Figure 5. TFEB Overexpression Enhances Cholesterol Efflux

(A) Cholesterol efflux to ApoA1 (100 mg/ml) in control and TFEB-overexpressing (TFEB-Tg) macrophages loaded with Acetylated LDL for the indicated times. (B) Quantitative PCR of a set of genes involved in cholesterol efflux, and (C) Lysosomal Acid Lipase (LIPA) activity from control and TFEB-Tg macrophages. (D) Cholesterol efflux to ApoA1 in control and TFEB-Tg macrophages at 24 hours treated concomitantly with Lalistat (an inhibitor of LIPA). (E) Cholesterol efflux to ApoA1 in control, ATG5-deficient (ATG5-KO), and dual ATG5-deficient/TFEB-overexpressing macrophages (ATG5-KO/TFEBTg) for the indicated times. All graphs reflect n=2–4 wells for each treatment and show the mean +/− SEM (*p<0.05, NS = not significant). Representative results of at least three independent experiments are shown.

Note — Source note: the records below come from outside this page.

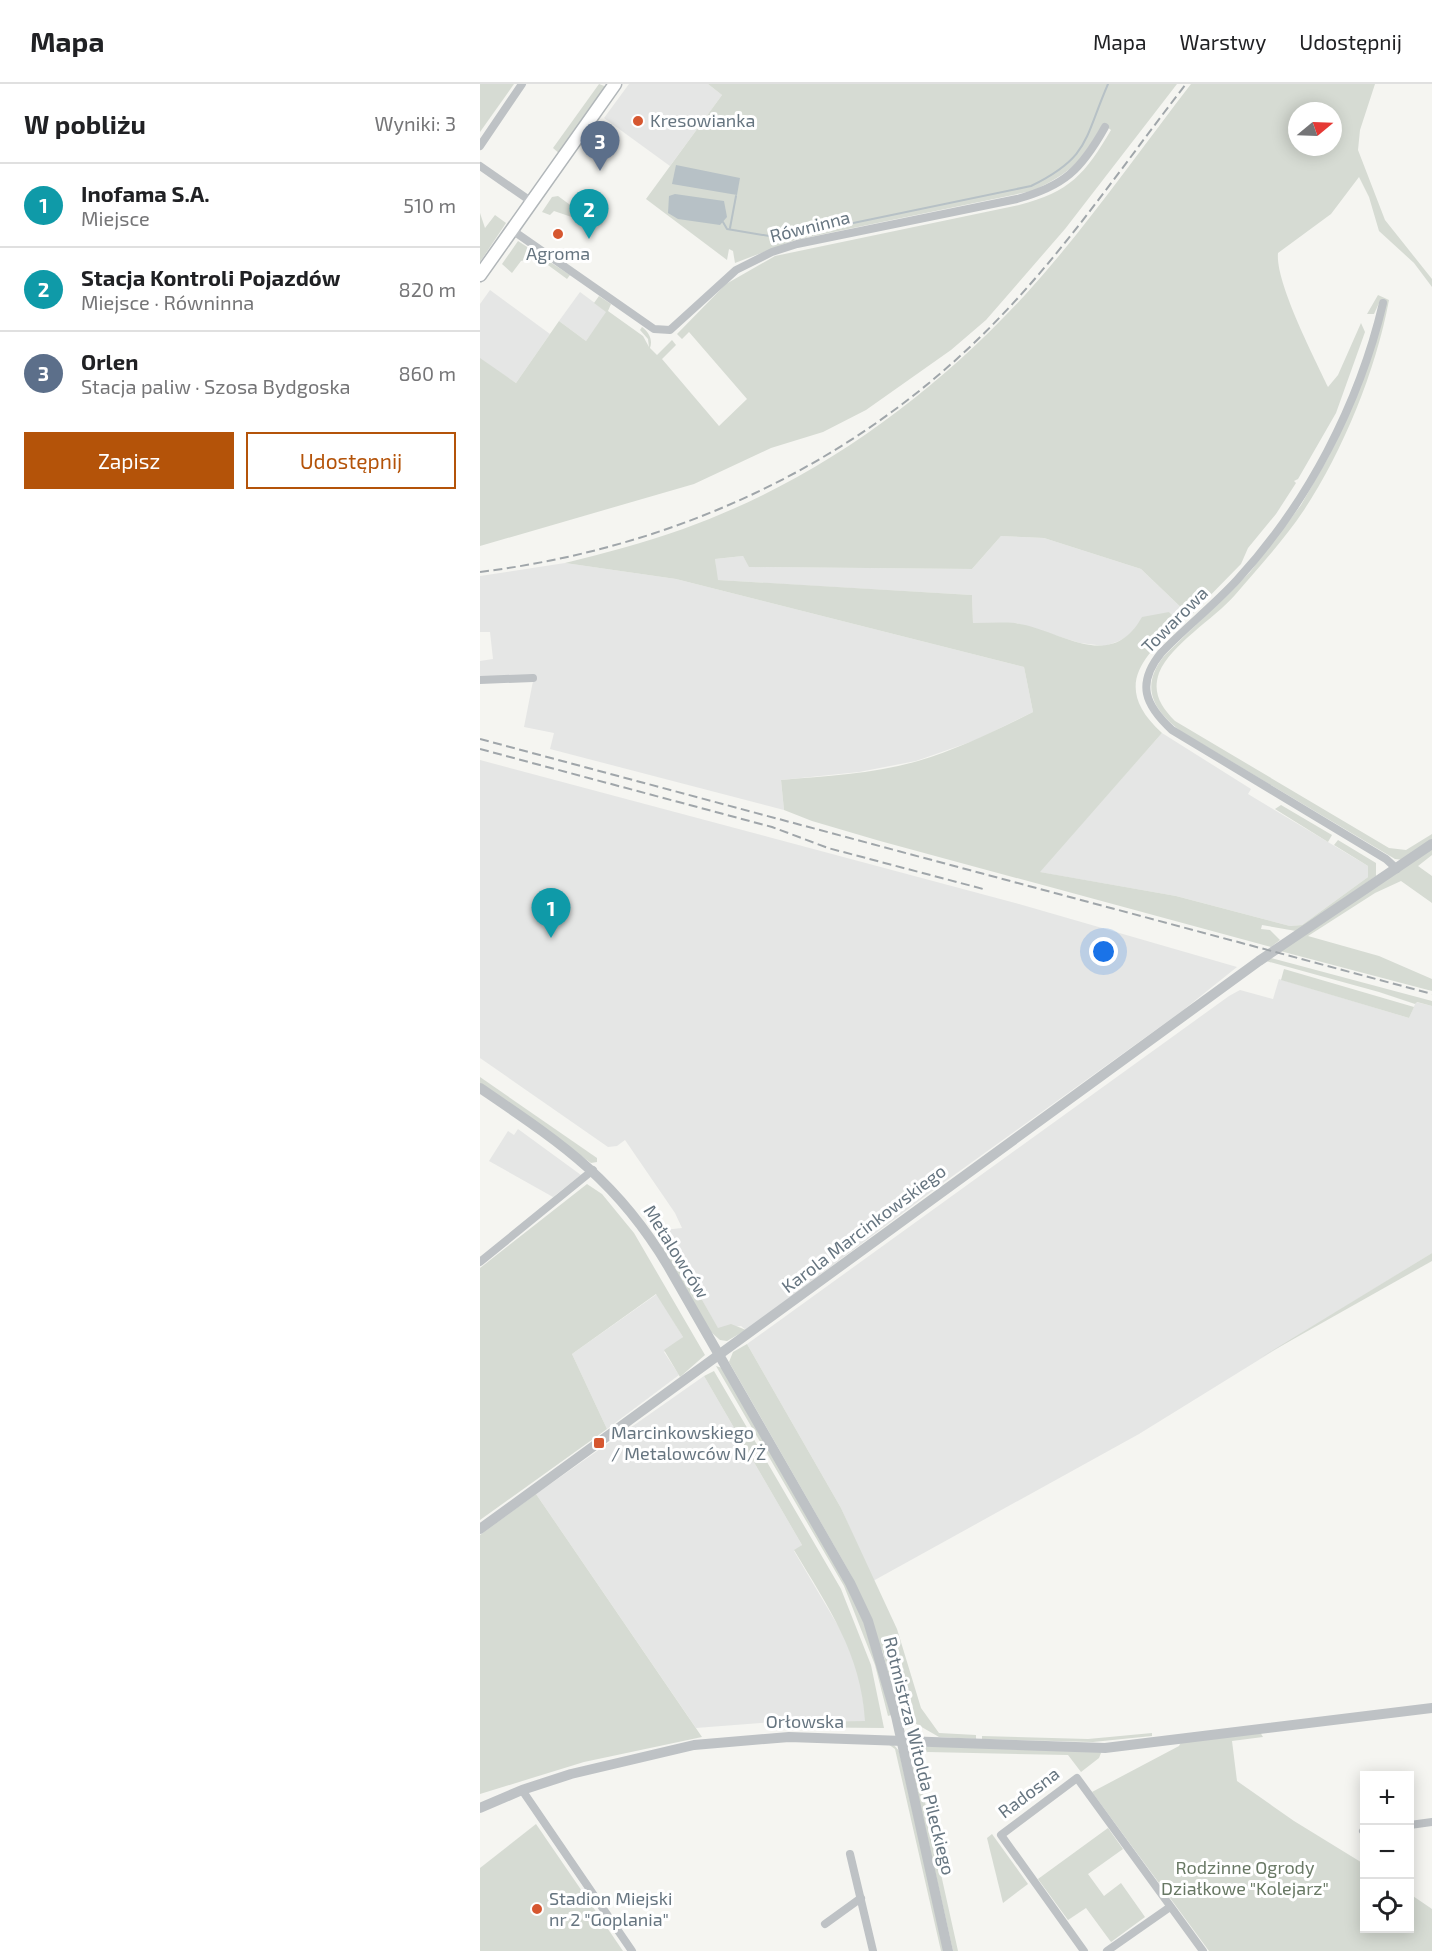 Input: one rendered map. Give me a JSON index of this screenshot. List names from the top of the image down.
{
  "streets": {
    "street": [
      "Równinna",
      "Towarowa",
      "Karola Marcinkowskiego",
      "Metalowców",
      "Orłowska",
      "Rotmistrza Witolda Pileckiego",
      "Radosna"
    ]
  },
  "crossings": [
    ["Towarowa", "Karola Marcinkowskiego"],
    ["Karola Marcinkowskiego", "Metalowców"],
    ["Karola Marcinkowskiego", "Rotmistrza Witolda Pileckiego"],
    ["Metalowców", "Rotmistrza Witolda Pileckiego"],
    ["Orłowska", "Rotmistrza Witolda Pileckiego"]
  ],
  "parks": ["Rodzinne Ogrody Działkowe \"Kolejarz\""],
  "places": {
    "other": ["Kresowianka", "Agroma", "Stadion Miejski nr 2 \"Goplania\""],
    "transit": ["Marcinkowskiego / Metalowców N/Ż"]
  },
  "north": "right",
  "page": {
    "header": "Mapa",
    "nav": ["Mapa", "Warstwy", "Udostępnij"],
    "heading": ["W pobliżu", "Wyniki: 3"],
    "pins": ["3", "2", "1"],
    "list": [
      {
        "mark": "1",
        "name": "Inofama S.A.",
        "note": "Miejsce",
        "value": "510 m"
      },
      {
        "mark": "2",
        "name": "Stacja Kontroli Pojazdów",
        "note": "Miejsce · Równinna",
        "value": "820 m"
      },
      {
        "mark": "3",
        "name": "Orlen",
        "note": "Stacja paliw · Szosa Bydgoska",
        "value": "860 m"
      }
    ],
    "buttons": ["Zapisz", "Udostępnij"],
    "map_buttons": ["+", "−"]
  }
}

Figure 6. TFEB Overexpression Reduces Cholesterol Crystal-mediated Inflammasome Activation and Cytoplasmic Inclusion Body Formation

(A–C) ELISA of secreted IL-1β in the media of (A) control and TFEB-overexpressing (TFEB-Tg) PMACs treated with LPS (200 ng/ml) +/− cholesterol crystals (500 mg/mL) for 24 hours, (B) LPS +/− ATP for 2 hours, or (C) ATG5-deficient (ATG5-KO) and ATG5-KO/TFEB-Tg PMACs treated with LPS +/− cholesterol crystals for 24 hours. Cell lysates from respective treatments in (A) and (B) were also subjected to immunoblot for pro-IL-1β. (D) Confocal microscopy of control and TFEB-Tg PMACs loaded with cholesterol crystals (500 mg/ml) and stained with DAPI and antibodies against polyubiquitinated proteins and p62. (E) the number of p62+ aggregates were quantified in macrophages (n=25) imaged in (D). (F) Total p62 levels were determined by measurement of total fluorescence intensity. Graphs in (A–C) reflect n=2–4 wells for each treatment and all graphs show the mean +/− SEM (*p<0.05, NS = not significant). Representative results of at least three independent experiments are shown.

Figure 7

Model Depicting Lysosomal Dysfunction in Atherosclerosis and The Benefits of Inducing a Lysosomal Biogenesis Program in Macrophages.